### Exercise brief
Where does "halo" appear in the data? Return each line that holds it.

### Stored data
◇ ◇ ◇

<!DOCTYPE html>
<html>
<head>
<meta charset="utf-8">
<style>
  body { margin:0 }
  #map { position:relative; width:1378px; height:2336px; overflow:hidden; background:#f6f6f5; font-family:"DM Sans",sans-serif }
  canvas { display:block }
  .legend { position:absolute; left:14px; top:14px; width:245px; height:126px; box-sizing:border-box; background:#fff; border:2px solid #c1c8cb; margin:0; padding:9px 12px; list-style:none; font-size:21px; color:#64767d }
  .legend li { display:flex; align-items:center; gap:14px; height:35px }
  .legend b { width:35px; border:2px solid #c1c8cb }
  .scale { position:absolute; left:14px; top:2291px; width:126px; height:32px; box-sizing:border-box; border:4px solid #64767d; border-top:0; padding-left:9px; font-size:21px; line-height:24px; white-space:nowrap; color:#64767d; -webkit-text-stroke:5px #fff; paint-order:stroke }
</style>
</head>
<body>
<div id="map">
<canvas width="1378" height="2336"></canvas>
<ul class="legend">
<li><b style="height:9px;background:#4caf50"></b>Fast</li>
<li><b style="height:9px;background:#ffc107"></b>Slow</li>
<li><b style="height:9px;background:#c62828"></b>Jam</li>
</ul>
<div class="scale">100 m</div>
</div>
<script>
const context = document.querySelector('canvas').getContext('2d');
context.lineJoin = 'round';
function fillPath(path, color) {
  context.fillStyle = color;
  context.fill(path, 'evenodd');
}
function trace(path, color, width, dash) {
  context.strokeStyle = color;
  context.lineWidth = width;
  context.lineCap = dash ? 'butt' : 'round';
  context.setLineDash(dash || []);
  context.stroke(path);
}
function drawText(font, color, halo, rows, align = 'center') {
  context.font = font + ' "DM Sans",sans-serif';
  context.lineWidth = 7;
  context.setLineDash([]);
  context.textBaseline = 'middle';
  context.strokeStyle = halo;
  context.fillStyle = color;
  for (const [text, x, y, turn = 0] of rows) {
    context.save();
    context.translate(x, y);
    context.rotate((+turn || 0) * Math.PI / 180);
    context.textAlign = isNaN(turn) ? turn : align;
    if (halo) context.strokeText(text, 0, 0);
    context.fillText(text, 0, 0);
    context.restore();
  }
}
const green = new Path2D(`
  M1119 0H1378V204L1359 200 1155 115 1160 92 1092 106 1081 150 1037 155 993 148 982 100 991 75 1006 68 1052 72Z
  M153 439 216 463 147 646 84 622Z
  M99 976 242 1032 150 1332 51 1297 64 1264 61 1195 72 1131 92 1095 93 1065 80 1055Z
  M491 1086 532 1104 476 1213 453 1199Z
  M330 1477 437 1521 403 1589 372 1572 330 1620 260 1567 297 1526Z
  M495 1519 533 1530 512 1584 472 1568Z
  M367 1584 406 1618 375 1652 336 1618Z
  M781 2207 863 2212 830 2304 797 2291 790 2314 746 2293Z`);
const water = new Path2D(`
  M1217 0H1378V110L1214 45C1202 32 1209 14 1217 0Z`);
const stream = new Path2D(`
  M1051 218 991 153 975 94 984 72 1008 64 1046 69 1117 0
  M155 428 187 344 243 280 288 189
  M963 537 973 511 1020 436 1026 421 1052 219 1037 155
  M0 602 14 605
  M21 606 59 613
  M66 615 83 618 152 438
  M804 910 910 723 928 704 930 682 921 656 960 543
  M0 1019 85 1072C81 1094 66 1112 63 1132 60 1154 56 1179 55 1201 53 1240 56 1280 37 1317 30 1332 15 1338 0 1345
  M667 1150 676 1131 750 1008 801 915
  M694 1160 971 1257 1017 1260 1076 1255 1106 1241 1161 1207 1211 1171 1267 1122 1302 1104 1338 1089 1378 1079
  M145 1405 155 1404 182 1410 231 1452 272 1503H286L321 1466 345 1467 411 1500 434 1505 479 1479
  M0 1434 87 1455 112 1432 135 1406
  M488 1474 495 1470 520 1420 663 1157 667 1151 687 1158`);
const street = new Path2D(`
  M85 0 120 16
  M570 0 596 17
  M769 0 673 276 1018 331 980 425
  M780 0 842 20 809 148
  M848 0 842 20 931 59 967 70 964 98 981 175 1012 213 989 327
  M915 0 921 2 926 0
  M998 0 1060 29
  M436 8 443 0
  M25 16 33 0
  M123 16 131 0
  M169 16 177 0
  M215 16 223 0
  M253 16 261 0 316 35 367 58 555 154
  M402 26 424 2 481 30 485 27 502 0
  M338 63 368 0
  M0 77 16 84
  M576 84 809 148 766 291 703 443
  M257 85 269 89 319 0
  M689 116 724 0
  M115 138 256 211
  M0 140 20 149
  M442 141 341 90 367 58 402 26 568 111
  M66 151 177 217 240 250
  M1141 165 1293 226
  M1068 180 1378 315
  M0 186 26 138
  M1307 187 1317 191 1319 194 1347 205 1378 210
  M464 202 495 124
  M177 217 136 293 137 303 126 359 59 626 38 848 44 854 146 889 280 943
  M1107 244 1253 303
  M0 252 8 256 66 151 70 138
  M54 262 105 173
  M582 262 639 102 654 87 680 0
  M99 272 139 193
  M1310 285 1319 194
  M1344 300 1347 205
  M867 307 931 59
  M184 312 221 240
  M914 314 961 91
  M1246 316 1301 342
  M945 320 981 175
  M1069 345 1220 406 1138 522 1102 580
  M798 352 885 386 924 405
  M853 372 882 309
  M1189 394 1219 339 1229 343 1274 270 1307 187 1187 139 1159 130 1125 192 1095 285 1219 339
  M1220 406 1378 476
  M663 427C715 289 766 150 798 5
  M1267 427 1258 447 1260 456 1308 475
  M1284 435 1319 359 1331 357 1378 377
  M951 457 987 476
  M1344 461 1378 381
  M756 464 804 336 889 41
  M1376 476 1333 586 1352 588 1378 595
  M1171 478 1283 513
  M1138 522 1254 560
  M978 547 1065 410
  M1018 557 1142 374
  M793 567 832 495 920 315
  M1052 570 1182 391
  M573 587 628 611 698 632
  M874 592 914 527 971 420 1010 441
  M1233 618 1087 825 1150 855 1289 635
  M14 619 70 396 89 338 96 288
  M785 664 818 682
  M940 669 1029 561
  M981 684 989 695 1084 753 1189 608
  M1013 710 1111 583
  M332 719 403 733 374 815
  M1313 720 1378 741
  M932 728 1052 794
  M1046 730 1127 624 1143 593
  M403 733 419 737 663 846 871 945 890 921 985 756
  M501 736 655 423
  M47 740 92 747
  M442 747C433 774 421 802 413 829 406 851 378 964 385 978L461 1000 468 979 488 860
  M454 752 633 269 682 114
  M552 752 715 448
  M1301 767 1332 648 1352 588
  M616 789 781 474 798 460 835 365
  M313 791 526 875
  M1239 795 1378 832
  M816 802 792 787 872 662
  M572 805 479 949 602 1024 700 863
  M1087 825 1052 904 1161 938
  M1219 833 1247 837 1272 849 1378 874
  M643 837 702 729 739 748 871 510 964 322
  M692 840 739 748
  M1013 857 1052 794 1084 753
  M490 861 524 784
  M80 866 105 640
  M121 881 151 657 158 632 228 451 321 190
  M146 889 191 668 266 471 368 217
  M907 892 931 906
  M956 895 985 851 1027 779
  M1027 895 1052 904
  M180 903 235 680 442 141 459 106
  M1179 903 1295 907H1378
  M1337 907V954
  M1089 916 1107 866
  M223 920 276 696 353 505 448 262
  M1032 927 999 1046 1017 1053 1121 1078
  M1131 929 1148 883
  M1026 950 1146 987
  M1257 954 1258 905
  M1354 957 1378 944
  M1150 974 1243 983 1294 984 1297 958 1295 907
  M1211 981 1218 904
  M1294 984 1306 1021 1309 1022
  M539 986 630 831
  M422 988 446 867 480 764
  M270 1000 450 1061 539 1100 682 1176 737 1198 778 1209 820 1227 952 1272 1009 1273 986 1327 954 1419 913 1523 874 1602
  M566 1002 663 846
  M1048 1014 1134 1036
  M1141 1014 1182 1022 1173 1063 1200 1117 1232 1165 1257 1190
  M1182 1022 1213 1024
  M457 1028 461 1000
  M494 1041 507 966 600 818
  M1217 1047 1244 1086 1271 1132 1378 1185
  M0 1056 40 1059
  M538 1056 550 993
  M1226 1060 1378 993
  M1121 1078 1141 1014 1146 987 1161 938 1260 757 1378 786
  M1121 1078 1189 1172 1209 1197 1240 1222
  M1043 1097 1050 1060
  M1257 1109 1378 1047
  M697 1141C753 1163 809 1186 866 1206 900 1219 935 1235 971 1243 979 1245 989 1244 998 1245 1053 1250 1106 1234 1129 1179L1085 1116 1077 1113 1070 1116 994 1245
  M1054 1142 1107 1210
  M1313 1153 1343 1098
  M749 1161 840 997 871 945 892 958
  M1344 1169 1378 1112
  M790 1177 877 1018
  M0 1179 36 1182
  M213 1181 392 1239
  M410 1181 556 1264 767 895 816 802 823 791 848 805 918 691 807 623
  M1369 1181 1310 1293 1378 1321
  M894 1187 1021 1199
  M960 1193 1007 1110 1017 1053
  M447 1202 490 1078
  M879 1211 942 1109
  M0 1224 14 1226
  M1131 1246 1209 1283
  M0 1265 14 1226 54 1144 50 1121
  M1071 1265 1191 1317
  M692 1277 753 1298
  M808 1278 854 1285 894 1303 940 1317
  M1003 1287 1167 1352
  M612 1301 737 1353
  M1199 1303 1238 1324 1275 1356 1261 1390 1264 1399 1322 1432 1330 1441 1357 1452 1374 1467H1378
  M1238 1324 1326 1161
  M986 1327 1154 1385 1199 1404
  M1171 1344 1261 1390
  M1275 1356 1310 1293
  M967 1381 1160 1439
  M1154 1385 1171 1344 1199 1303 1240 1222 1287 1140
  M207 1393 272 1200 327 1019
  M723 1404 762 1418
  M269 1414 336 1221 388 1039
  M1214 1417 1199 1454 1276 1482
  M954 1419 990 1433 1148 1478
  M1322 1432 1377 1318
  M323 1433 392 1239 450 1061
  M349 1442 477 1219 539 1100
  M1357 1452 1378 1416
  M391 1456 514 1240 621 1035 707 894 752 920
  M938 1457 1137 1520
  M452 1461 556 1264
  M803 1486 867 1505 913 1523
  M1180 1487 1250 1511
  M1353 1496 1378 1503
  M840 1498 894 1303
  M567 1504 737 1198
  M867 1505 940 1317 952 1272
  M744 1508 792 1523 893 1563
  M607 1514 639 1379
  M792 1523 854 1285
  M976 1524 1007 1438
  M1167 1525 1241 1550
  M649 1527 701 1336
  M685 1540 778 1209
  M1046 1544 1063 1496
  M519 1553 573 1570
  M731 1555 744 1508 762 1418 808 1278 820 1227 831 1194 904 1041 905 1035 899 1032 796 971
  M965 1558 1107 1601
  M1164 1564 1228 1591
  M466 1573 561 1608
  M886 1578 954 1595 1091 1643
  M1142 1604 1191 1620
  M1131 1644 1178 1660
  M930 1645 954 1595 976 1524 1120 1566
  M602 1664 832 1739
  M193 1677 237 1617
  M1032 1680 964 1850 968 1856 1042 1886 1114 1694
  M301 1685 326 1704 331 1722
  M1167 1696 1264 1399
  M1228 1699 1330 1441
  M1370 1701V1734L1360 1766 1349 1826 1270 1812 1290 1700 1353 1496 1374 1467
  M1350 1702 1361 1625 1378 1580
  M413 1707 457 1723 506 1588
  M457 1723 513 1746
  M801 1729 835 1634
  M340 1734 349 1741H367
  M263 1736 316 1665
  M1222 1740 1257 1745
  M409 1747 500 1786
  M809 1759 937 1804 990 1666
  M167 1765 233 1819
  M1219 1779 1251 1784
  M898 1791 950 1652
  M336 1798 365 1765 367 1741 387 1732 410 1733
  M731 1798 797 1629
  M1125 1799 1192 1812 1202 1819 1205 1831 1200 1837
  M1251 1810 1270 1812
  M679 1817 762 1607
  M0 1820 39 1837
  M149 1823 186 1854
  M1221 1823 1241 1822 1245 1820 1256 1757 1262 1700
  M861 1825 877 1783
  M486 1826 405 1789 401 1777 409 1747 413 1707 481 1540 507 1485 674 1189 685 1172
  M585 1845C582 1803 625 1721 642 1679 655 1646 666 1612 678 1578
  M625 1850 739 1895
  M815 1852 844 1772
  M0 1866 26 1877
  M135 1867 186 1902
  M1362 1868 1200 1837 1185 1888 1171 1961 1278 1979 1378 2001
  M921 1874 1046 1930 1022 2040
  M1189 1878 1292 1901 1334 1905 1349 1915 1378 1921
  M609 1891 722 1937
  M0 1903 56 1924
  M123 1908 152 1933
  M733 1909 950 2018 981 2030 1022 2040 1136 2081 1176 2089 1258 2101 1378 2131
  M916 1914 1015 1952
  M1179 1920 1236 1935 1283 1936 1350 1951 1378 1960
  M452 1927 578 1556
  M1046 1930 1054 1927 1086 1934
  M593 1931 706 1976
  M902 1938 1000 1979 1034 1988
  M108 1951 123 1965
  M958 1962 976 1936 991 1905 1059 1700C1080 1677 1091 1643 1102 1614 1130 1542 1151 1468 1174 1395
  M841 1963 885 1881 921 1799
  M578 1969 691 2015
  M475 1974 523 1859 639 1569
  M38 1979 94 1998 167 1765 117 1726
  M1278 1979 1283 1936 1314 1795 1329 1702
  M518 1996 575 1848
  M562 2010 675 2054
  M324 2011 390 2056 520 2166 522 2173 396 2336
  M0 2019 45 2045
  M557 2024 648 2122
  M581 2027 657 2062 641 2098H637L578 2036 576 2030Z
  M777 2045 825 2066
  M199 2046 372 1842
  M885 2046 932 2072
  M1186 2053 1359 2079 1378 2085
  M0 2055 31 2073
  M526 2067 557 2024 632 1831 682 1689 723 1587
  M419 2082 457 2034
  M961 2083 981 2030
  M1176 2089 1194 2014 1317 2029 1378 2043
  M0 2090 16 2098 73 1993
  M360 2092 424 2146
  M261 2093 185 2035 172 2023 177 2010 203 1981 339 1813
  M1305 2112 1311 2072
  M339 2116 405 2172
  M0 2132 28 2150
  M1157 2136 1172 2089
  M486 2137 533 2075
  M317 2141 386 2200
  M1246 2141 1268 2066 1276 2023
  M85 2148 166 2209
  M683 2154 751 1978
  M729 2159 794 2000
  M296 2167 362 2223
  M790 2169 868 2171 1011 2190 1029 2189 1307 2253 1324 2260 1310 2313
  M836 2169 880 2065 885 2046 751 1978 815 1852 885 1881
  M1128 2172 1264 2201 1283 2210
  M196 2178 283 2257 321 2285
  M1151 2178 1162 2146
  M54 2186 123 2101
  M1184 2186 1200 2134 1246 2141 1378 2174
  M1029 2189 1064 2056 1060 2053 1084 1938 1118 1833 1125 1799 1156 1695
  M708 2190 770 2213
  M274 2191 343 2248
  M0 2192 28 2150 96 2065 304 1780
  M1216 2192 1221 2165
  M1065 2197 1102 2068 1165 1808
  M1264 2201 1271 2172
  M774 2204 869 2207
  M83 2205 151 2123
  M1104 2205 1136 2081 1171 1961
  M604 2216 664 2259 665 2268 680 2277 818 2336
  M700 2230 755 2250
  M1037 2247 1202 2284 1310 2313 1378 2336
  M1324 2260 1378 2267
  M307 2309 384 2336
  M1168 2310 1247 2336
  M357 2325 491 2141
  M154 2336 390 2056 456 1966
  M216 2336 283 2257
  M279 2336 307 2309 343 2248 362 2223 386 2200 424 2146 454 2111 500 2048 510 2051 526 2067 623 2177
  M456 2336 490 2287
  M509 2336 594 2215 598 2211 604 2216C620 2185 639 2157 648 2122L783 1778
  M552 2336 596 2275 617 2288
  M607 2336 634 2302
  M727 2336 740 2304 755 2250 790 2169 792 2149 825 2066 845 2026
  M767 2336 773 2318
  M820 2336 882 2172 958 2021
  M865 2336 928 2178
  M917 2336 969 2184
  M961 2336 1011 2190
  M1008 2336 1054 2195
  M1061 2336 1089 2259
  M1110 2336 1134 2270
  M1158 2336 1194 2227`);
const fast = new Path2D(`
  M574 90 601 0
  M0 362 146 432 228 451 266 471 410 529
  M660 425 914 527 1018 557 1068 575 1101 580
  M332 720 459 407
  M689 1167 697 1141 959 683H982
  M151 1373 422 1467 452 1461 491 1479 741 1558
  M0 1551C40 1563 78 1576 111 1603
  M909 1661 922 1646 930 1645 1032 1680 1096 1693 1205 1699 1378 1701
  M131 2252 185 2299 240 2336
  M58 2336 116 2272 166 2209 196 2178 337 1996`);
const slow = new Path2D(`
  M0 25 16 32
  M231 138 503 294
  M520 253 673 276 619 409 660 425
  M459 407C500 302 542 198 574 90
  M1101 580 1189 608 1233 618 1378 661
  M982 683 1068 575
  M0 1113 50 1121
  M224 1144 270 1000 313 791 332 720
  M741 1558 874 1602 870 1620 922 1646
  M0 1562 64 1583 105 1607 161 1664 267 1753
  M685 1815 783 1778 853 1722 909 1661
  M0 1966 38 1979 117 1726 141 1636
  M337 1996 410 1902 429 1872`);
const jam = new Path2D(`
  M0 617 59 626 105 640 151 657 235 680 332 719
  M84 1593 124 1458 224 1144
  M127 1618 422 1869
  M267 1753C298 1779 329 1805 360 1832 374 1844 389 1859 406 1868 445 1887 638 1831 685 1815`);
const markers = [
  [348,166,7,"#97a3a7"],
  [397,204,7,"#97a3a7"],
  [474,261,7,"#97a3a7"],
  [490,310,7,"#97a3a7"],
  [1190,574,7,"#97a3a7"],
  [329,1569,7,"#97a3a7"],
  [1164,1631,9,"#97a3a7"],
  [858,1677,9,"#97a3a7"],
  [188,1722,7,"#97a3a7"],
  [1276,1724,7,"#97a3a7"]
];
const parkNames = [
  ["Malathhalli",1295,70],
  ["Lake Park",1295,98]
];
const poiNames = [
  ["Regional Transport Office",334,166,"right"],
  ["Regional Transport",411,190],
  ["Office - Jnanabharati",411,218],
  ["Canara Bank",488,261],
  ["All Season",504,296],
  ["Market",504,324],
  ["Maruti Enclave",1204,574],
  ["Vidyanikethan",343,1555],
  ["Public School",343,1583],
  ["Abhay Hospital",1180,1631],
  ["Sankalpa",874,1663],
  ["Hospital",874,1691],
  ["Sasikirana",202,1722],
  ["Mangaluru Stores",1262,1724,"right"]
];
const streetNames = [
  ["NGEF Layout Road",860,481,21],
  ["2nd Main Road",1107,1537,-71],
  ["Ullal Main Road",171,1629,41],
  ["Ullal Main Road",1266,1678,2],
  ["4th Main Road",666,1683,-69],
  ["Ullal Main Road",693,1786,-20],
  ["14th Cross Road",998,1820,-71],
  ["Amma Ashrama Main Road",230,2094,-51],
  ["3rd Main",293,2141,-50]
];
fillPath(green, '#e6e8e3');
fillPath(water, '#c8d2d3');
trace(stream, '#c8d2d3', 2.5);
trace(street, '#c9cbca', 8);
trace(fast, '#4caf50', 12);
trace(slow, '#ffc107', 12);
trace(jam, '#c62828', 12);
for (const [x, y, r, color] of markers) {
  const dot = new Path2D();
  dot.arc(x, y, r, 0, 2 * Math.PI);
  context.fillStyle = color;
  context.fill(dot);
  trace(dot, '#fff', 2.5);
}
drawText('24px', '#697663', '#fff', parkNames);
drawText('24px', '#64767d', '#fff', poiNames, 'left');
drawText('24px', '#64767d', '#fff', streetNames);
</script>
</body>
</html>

◇ ◇ ◇

### Exercise output
function drawText(font, color, halo, rows, align = 'center') {
  context.strokeStyle = halo;
    if (halo) context.strokeText(text, 0, 0);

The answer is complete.